White-supremacy terrorism “on the rise and spread,” State Department says in new report


The report also said that the ISIS threat had “evolved” after its caliphate fell.

The threat of racially or ethnically motivated terrorism, especially white supremacist terrorism, is “on the rise and spreading geographically,” according to a new State Department report, as the threat from ISIS and other radical Islamist terrorist groups evolves.

The annual report, released Wednesday by Secretary of State Mike Pompeo, details by country and terrorist organization the threats emanating from around the world.

While 2019 saw some important achievements in the fight against terrorism, according to Pompeo, such as the assassination of the founding leader of ISIS and the fall of his caliphate, the threat of terrorism has been transformed and expanded to new regions, especially the Sahel in the north of Africa.

This year’s report focused even more on white-supremacy terrorism, just weeks after the department designated a white-supremacist group as a foreign terrorist organization for the first time. In 2019, there were several high-profile attacks motivated by ideology, including the shooting at the Christchurch mosque, New Zealand, in March; El Paso, Texas, shooting in August; and the shooting in the Halle synagogue, Germany, in October.

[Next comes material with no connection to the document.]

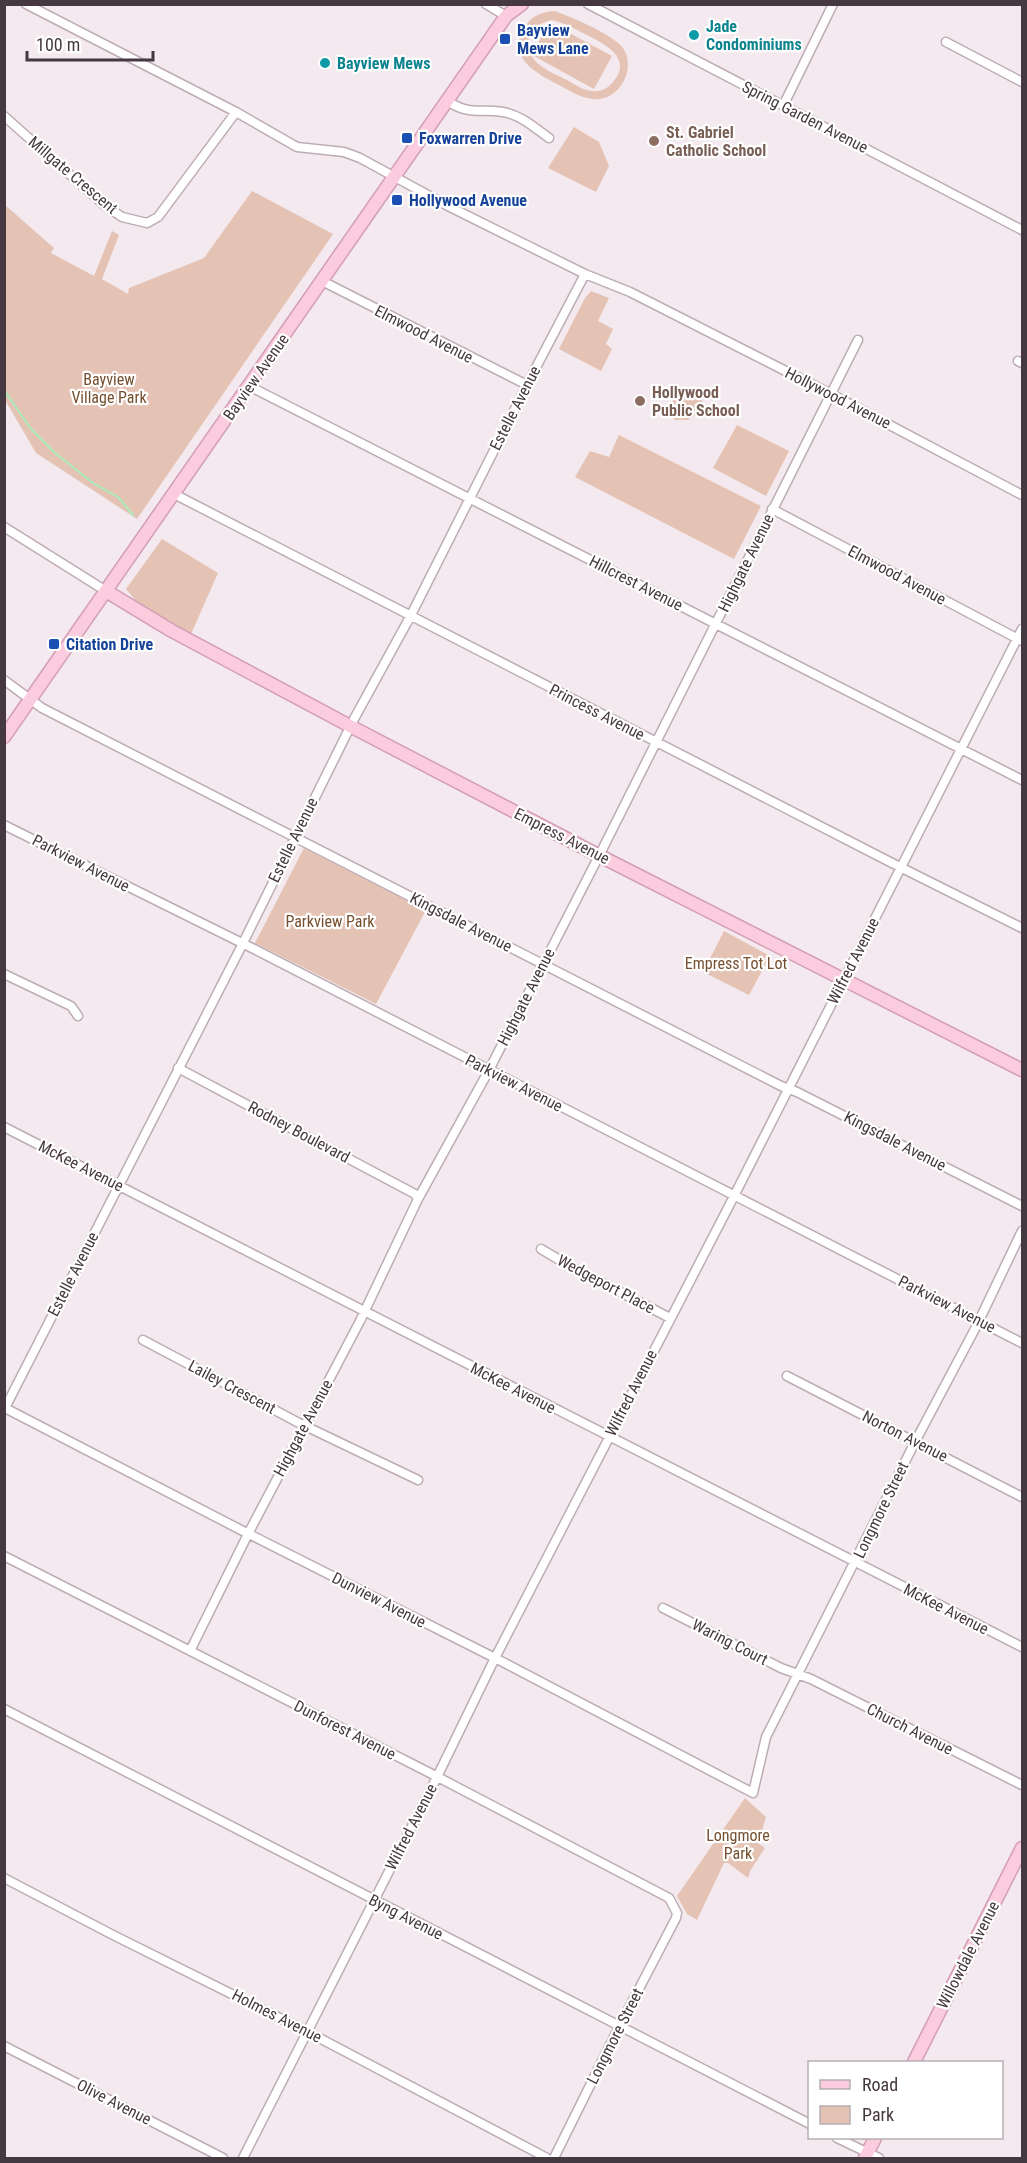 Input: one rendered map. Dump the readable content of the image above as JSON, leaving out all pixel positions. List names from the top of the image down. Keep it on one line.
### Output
{"streets":{"street":["Spring Garden Avenue","Millgate Crescent","Elmwood Avenue","Bayview Avenue","Hollywood Avenue","Estelle Avenue","Highgate Avenue","Hillcrest Avenue","Princess Avenue","Empress Avenue","Parkview Avenue","Kingsdale Avenue","Wilfred Avenue","Rodney Boulevard","McKee Avenue","Wedgeport Place","Lailey Crescent","Norton Avenue","Longmore Street","Dunview Avenue","Waring Court","Church Avenue","Dunforest Avenue","Byng Avenue","Willowdale Avenue","Holmes Avenue","Olive Avenue"]},"crossings":[["Elmwood Avenue","Bayview Avenue"],["Elmwood Avenue","Estelle Avenue"],["Elmwood Avenue","Highgate Avenue"],["Elmwood Avenue","Wilfred Avenue"],["Bayview Avenue","Hollywood Avenue"],["Bayview Avenue","Hillcrest Avenue"],["Bayview Avenue","Princess Avenue"],["Bayview Avenue","Empress Avenue"],["Bayview Avenue","Kingsdale Avenue"],["Hollywood Avenue","Estelle Avenue"],["Hollywood Avenue","Highgate Avenue"],["Estelle Avenue","Hillcrest Avenue"],["Estelle Avenue","Princess Avenue"],["Estelle Avenue","Empress Avenue"],["Estelle Avenue","Parkview Avenue"],["Estelle Avenue","Kingsdale Avenue"],["Estelle Avenue","Rodney Boulevard"],["Estelle Avenue","McKee Avenue"],["Estelle Avenue","Dunview Avenue"],["Highgate Avenue","Hillcrest Avenue"],["Highgate Avenue","Princess Avenue"],["Highgate Avenue","Empress Avenue"],["Highgate Avenue","Parkview Avenue"],["Highgate Avenue","Kingsdale Avenue"],["Highgate Avenue","Rodney Boulevard"],["Highgate Avenue","McKee Avenue"],["Highgate Avenue","Lailey Crescent"],["Highgate Avenue","Dunview Avenue"],["Highgate Avenue","Dunforest Avenue"],["Hillcrest Avenue","Wilfred Avenue"],["Princess Avenue","Wilfred Avenue"],["Empress Avenue","Wilfred Avenue"],["Parkview Avenue","Wilfred Avenue"],["Parkview Avenue","Longmore Street"],["Kingsdale Avenue","Wilfred Avenue"],["Wilfred Avenue","McKee Avenue"],["Wilfred Avenue","Wedgeport Place"],["Wilfred Avenue","Dunview Avenue"],["Wilfred Avenue","Dunforest Avenue"],["Wilfred Avenue","Byng Avenue"],["Wilfred Avenue","Holmes Avenue"],["McKee Avenue","Longmore Street"],["Norton Avenue","Longmore Street"],["Longmore Street","Dunview Avenue"],["Longmore Street","Waring Court"],["Longmore Street","Church Avenue"],["Longmore Street","Dunforest Avenue"],["Longmore Street","Byng Avenue"],["Waring Court","Church Avenue"]],"parks":["Bayview Village Park","Parkview Park","Empress Tot Lot","Longmore Park"],"places":{"other":["Jade Condominiums","Bayview Mews","St. Gabriel Catholic School","Hollywood Public School"],"transit":["Bayview Mews Lane","Foxwarren Drive","Hollywood Avenue","Citation Drive"]},"legend":["Road","Park"],"scale_bar":"100 m"}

This type of “violence” is on the rise and is spreading geographically, as white natmacist and supremacist movements and individuals increasingly target immigrants; Jewish, Muslim and other religious minorities; lesbian, gay, bisexual, transgender and / or intersex (LGBTI) individuals, governments and other perceived enemies, “the report said.

According to the U.S. Ambassador-General to Combat Terrorism Nathan Sales, that threat has expanded since 2015, but praised the Trump administration for taking it on.

“It took this administration to come to power to really prioritize stepping up efforts against this threat here in the case of the FBI and DHS, but also abroad where this department comes into play,” Sales said.

In April, the State Department designated the Russian Imperial Movement, a white supremacist group, as a “foreign terrorist organization” for the first time, preventing American individuals from supporting the group.

While that action was unprecedented, President Donald Trump has also downplayed the threat from white supremacist groups, telling reporters last year: “It is a small group of people who have very, very serious problems.”

The State Department also announced on Wednesday that it would increase its reward for information leading to the new ISIS leader, Amir Muhammad Sa’id Abdal-Rahman al-Mawla, also known as Abu Muslim al-Turkmani. The United States government will now provide up to $ 10 million for details leading to his whereabouts, Pompeo announced, adding: “We are not discouraged in our quest to bring terrorists to justice.”

Although the ISIS caliphate fell and its leader Abu Bakr al-Baghdadi was assassinated in 2019, the terrorist group’s threat has “evolved”, according to Sales, now calling it “a global network that reaches all inhabited continents” and continues to drive e inspire attacks.

That includes Iraq and Syria, once home to the ISIS caliphate, where Sales said: “We have to keep an eye on the ball … to prevent the remains of ISIS from being reconstituted, to prevent the attacks from continuing.”